#### WHAT YOU HAVE TO DO
Under this line are the records; write out word for word the part that begins at the line containing "M 820,1155 L 832,1210" and ends at the line containing "M 741,265 L", and no more.

Segment Start: DATA PROVIDED

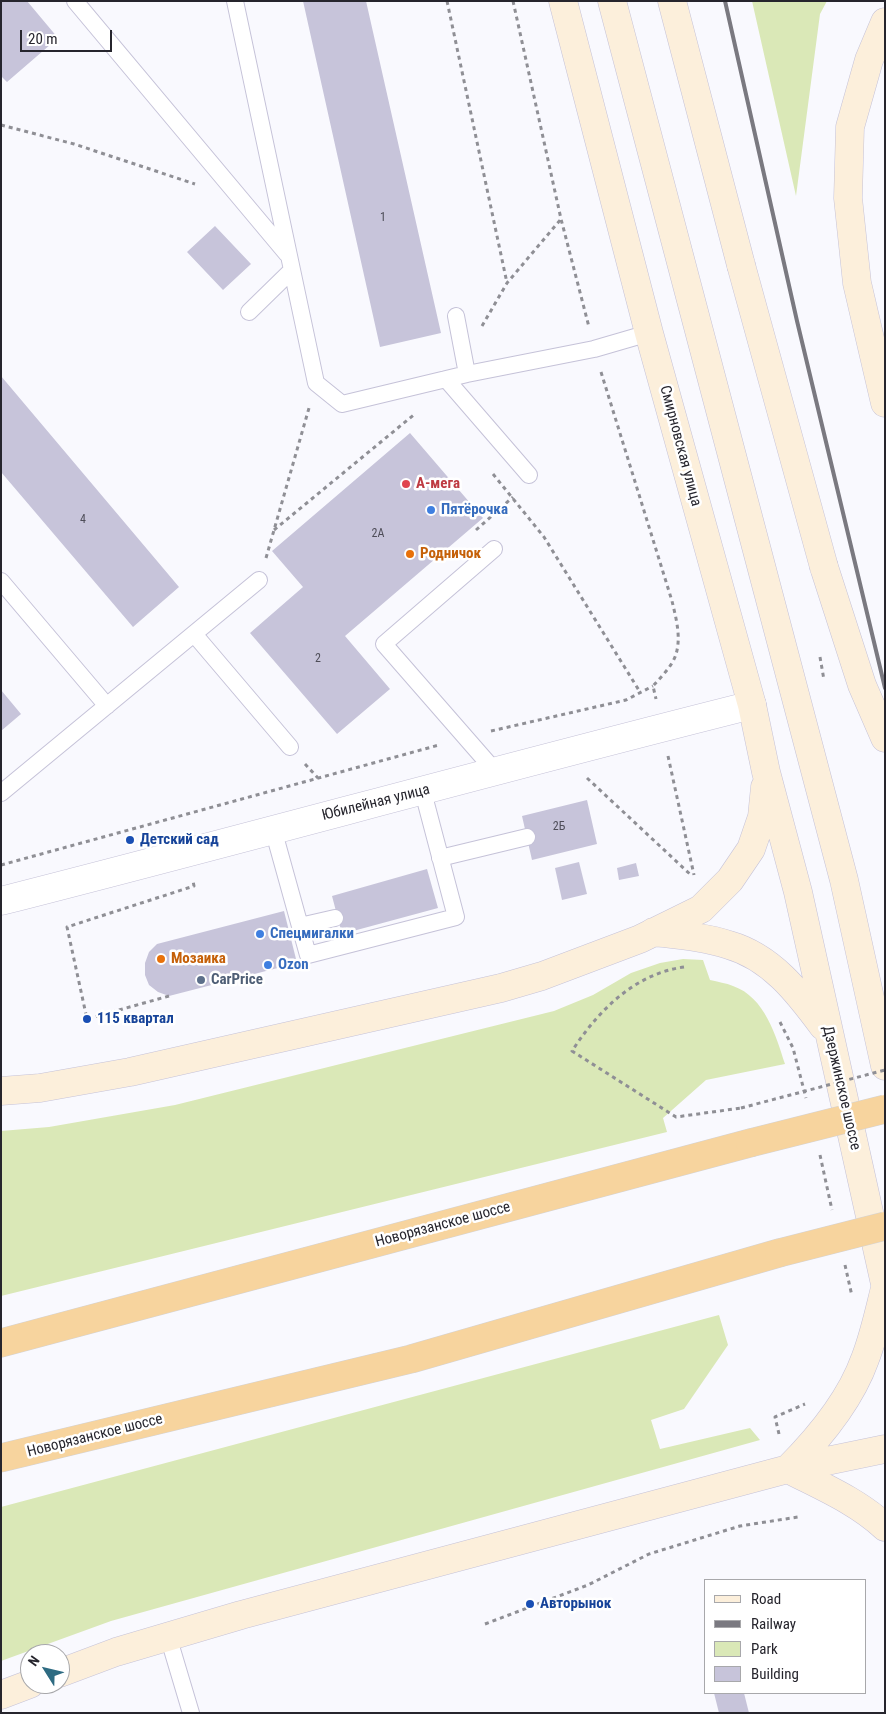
<!DOCTYPE html>
<html>
<head>
<meta charset="utf-8">
<style>
	body { margin:0 }
	#map { position:relative; width:886px; height:1714px; overflow:hidden; background:#f9f9fe; font-family:"Roboto Condensed",sans-serif }
	canvas { display:block }
	.frame { position:absolute; inset:0; border:2px solid #26252d; pointer-events:none }
	.legend { position:absolute; left:704px; top:1579px; width:162px; height:115px; box-sizing:border-box; background:#fff; border:1px solid #a8a8ab; margin:0; padding:6px 9px; list-style:none; font-size:15px; color:#26252d }
	.legend li { display:flex; align-items:center; gap:10px; height:25px }
	.legend b { width:25px; border:1px solid #a8a8ab }
	.north { position:absolute; left:20px; top:1644px; width:50px; height:50px; box-sizing:border-box; background:#fff; border:1px solid #a8a8ab; border-radius:50%; rotate:306deg; font-size:14px; font-weight:700; line-height:20px; text-align:center; color:#26252d }
	.north::after { content:''; display:block; margin:auto; width:18px; height:22px; background:#2e6b82; clip-path:polygon(50% 0,100% 100%,50% 72%,0 100%) }
	.scale { position:absolute; left:20px; top:30px; width:92px; height:22px; box-sizing:border-box; border:2px solid #26252d; border-top:0; padding-left:6px; font-size:15px; line-height:18px; white-space:nowrap; color:#26252d; -webkit-text-stroke:4px #fff; paint-order:stroke }
</style>
</head>
<body>
<div id="map">
<canvas width="886" height="1714"></canvas>
<div class="frame"></div>
<ul class="legend">
<li><b style="height:6px;background:#fcefdb"></b>Road</li>
<li><b style="height:6px;background:#7a7980"></b>Railway</li>
<li><b style="height:14px;background:#dae8b7"></b>Park</li>
<li><b style="height:14px;background:#c7c4da"></b>Building</li>
</ul>
<div class="north">N</div>
<div class="scale">20 m</div>
</div>
<script>
const g = document.querySelector('canvas').getContext('2d');
g.lineJoin = 'round';
function fill(path, color) {
  g.fillStyle = color;
  g.fill(path, 'evenodd');
}
function strokePath(path, color, width, dash) {
  g.strokeStyle = color;
  g.lineWidth = width;
  g.lineCap = dash ? 'butt' : 'round';
  g.setLineDash(dash || []);
  g.stroke(path);
}
function drawText(font, color, halo, rows, align = 'center') {
  g.font = font + ' "Roboto Condensed",sans-serif';
  g.lineWidth = 5;
  g.setLineDash([]);
  g.textBaseline = 'middle';
  g.strokeStyle = halo;
  g.fillStyle = color;
  for (const [text, x, y, turn = 0] of rows) {
    g.save();
    g.translate(x, y);
    g.rotate((+turn || 0) * Math.PI / 180);
    g.textAlign = isNaN(turn) ? turn : align;
    if (halo) g.strokeText(text, 0, 0);
    g.fillText(text, 0, 0);
    g.restore();
  }
}
fill(new Path2D(`
	M 752,1 L 827,1 L 820,14 L 796,196 Z
	M 683,959 L 703,960 L 710,980 C 718,982 726,983 733,986 C 765,997 776,1036 785,1064 L 706,1080 L 663,1118 L 667,1132 L 1,1296 L 1,1131 L 49,1127 L 175,1105 L 554,1011 L 593,995 L 631,973 L 660,963 Z
	M 719,1315 L 728,1345 L 684,1409 L 651,1420 L 660,1449 L 750,1428 L 760,1440 L 111,1621 L 1,1661 L 1,1507 Z`), '#dae8b7');
fill(new Path2D(`
	M 1,1 L 27,1 L 58,38 L 7,82 L 1,76 Z
	M 303,1 L 366,1 L 441,333 L 380,347 Z
	M 215,226 L 251,264 L 223,290 L 187,252 Z
	M 1,376 L 179,587 L 133,627 L 1,472 Z
	M 410,433 L 483,518 L 345,636 L 390,689 L 337,734 L 250,633 L 303,587 L 272,551 Z
	M 1,690 L 21,714 L 1,731 Z
	M 587,800 L 597,844 L 532,860 L 522,816 Z
	M 579,862 L 587,894 L 562,900 L 555,868 Z
	M 636,863 L 639,876 L 619,880 L 617,868 Z
	M 427,869 L 438,908 L 342,934 L 332,896 Z
	M 284,911 L 297,963 L 169,996 L 158,992 L 149,985 L 145,975 L 145,963 L 149,952 L 157,944 Z
	M 714,1693 L 744,1693 L 749,1713 L 719,1713 Z`), '#c7c4da');
const service = new Path2D(`
	M 75,1 L 287,254
	M 235,1 L 316,383 L 342,404 L 467,374 L 594,349 L 649,333
	M 249,312 L 292,270
	M 456,316 L 467,374
	M 446,379 L 529,475
	M 1,581 L 107,706
	M 194,634 L 290,747
	M 494,770 L 384,644 L 494,549
	M 1,793 L 259,580
	M 273,829 L 308,955 L 456,917 L 423,792
	M 440,858 L 527,837
	M 300,926 L 335,918
	M 168,1636 L 191,1713`);
const tertiary = new Path2D(`
	M 1,901 C 252,837 501,768 752,705`);
const secondary = new Path2D(`
	M 563,1 L 649,333 L 752,705 L 766,772 L 798,892 L 885,1284
	M 612,1 L 844,880 L 885,1066
	M 672,1 L 741,265
	M 885,22 L 869,60 L 850,127 L 848,198 L 857,283 L 885,403
	M 824,567 L 862,685 L 885,738
	M 653,932 C 679,935 705,937 729,945 C 771,957 798,992 823,1026
	M 1,1091 L 40,1088 L 130,1072 L 501,988 L 542,976 L 640,939 L 701,909 L 730,880 L 751,849 L 762,817 L 765,787
	M 788,1469 C 819,1438 850,1401 865,1359 C 874,1336 879,1312 885,1288
	M 788,1469 C 821,1486 857,1501 885,1527
	M 60,1673 L 116,1652 L 241,1615 L 788,1469 L 885,1449
	M 1,1695 L 30,1684`);
const trunk = new Path2D(`
	M 1,1343 L 750,1143
	M 1,1458 L 411,1359 L 779,1253`);
strokePath(service, '#c5c2d8', 18);
strokePath(tertiary, '#c5c2d8', 29);
strokePath(secondary, '#c5c2d8', 29);
strokePath(trunk, '#d4d3d5', 29);
strokePath(new Path2D(`
	M 447,1 L 507,283
	M 513,1 L 561,219 L 589,327
	M 1,125 L 74,144 L 195,184
	M 482,326 L 507,283 L 561,219
	M 601,372 L 672,601 C 676,618 682,639 675,657 C 671,667 661,677 653,686 L 656,699
	M 493,474 L 544,537 L 640,692
	M 274,530 L 416,413
	M 476,530 L 513,497
	M 266,558 L 309,408
	M 820,657 L 824,680
	M 491,731 L 626,700 L 653,686
	M 668,756 L 694,875
	M 305,764 L 318,778
	M 587,778 L 692,876
	M 1,865 L 439,745
	M 684,967 C 634,974 598,1011 572,1051 L 676,1117 L 741,1108
	M 169,996 L 87,1019 L 67,927 L 194,886 L 193,881
	M 780,1022 L 793,1048 L 806,1098
	M 820,1155 L 832,1210
	M 845,1265 L 852,1296
	M 779,1434 L 775,1417 L 805,1404
	M 485,1624 L 588,1585 L 649,1554 L 740,1526 L 798,1517`), '#8f8f95', 3, [4, 4]);
strokePath(service, '#fff', 16);
strokePath(tertiary, '#fff', 28);
strokePath(secondary, '#fcefdb', 28);
strokePath(trunk, '#f7d49e', 28);
strokePath(new Path2D(`
	M 725,1 L 797,321 L 885,688`), '#7a7980', 4);
const secondaryBridge = new Path2D(`
	M 741,265 L 824,567`);
const trunkBridge = new Path2D(`
	M 750,1143 L 885,1109
	M 779,1253 L 885,1226`);
strokePath(secondaryBridge, '#c5c2d8', 29, []);
strokePath(trunkBridge, '#d4d3d5', 29, []);
strokePath(new Path2D(`
	M 741,1108 L 885,1070`), '#8f8f95', 3, [4, 4]);
strokePath(secondaryBridge, '#fcefdb', 28);
strokePath(trunkBridge, '#f7d49e', 28);
for (const [x, y, r, color] of [
	[406,484,5,"#e0444e"],
	[431,510,5,"#3f7fe0"],
	[410,554,5,"#e8710a"],
	[130,840,5,"#1a4fb4"],
	[260,934,5,"#3f7fe0"],
	[161,959,5,"#e8710a"],
	[268,965,5,"#3f7fe0"],
	[201,980,5,"#5c6f8a"],
	[87,1019,5,"#1a4fb4"],
	[530,1604,5,"#1a4fb4"]
]) {
  const dot = new Path2D();
  dot.arc(x, y, r, 0, 2 * Math.PI);
  g.fillStyle = color;
  g.fill(dot);
  strokePath(dot, '#fff', 2);
}
drawText('12px', '#4e4d58', null, [
	["1",383,218],
	["4",83,520],
	["2А",378,534],
	["2",318,659],
	["2Б",559,827]
]);
drawText('15px', '#26252d', '#fff', [
	["Смирновская улица",680,446,75],
	["Юбилейная улица",376,803,-14],
	["Дзержинское шоссе",841,1088,77],
	["Новорязанское шоссе",443,1225,-15],
	["Новорязанское шоссе",95,1436,-14]
]);
drawText('bold 15px', '#be3a42', '#fff', [
	["А-мега",416,484]
], 'left');
drawText('bold 15px', '#366cbe', '#fff', [
	["Пятёрочка",441,510],
	["Спецмигалки",270,934],
	["Ozon",278,965]
], 'left');
drawText('bold 15px', '#c56008', '#fff', [
	["Родничок",420,554],
	["Мозаика",171,959]
], 'left');
drawText('bold 15px', '#164399', '#fff', [
	["Детский сад",140,840],
	["115 квартал",97,1019],
	["Авторынок",540,1604]
], 'left');
drawText('bold 15px', '#4e5e75', '#fff', [
	["CarPrice",211,980]
], 'left');
</script>
</body>
</html>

Segment End: DATA PROVIDED

#### TASK RESPONSE
	M 820,1155 L 832,1210
	M 845,1265 L 852,1296
	M 779,1434 L 775,1417 L 805,1404
	M 485,1624 L 588,1585 L 649,1554 L 740,1526 L 798,1517`), '#8f8f95', 3, [4, 4]);
strokePath(service, '#fff', 16);
strokePath(tertiary, '#fff', 28);
strokePath(secondary, '#fcefdb', 28);
strokePath(trunk, '#f7d49e', 28);
strokePath(new Path2D(`
	M 725,1 L 797,321 L 885,688`), '#7a7980', 4);
const secondaryBridge = new Path2D(`
	M 741,265 L 824,567`);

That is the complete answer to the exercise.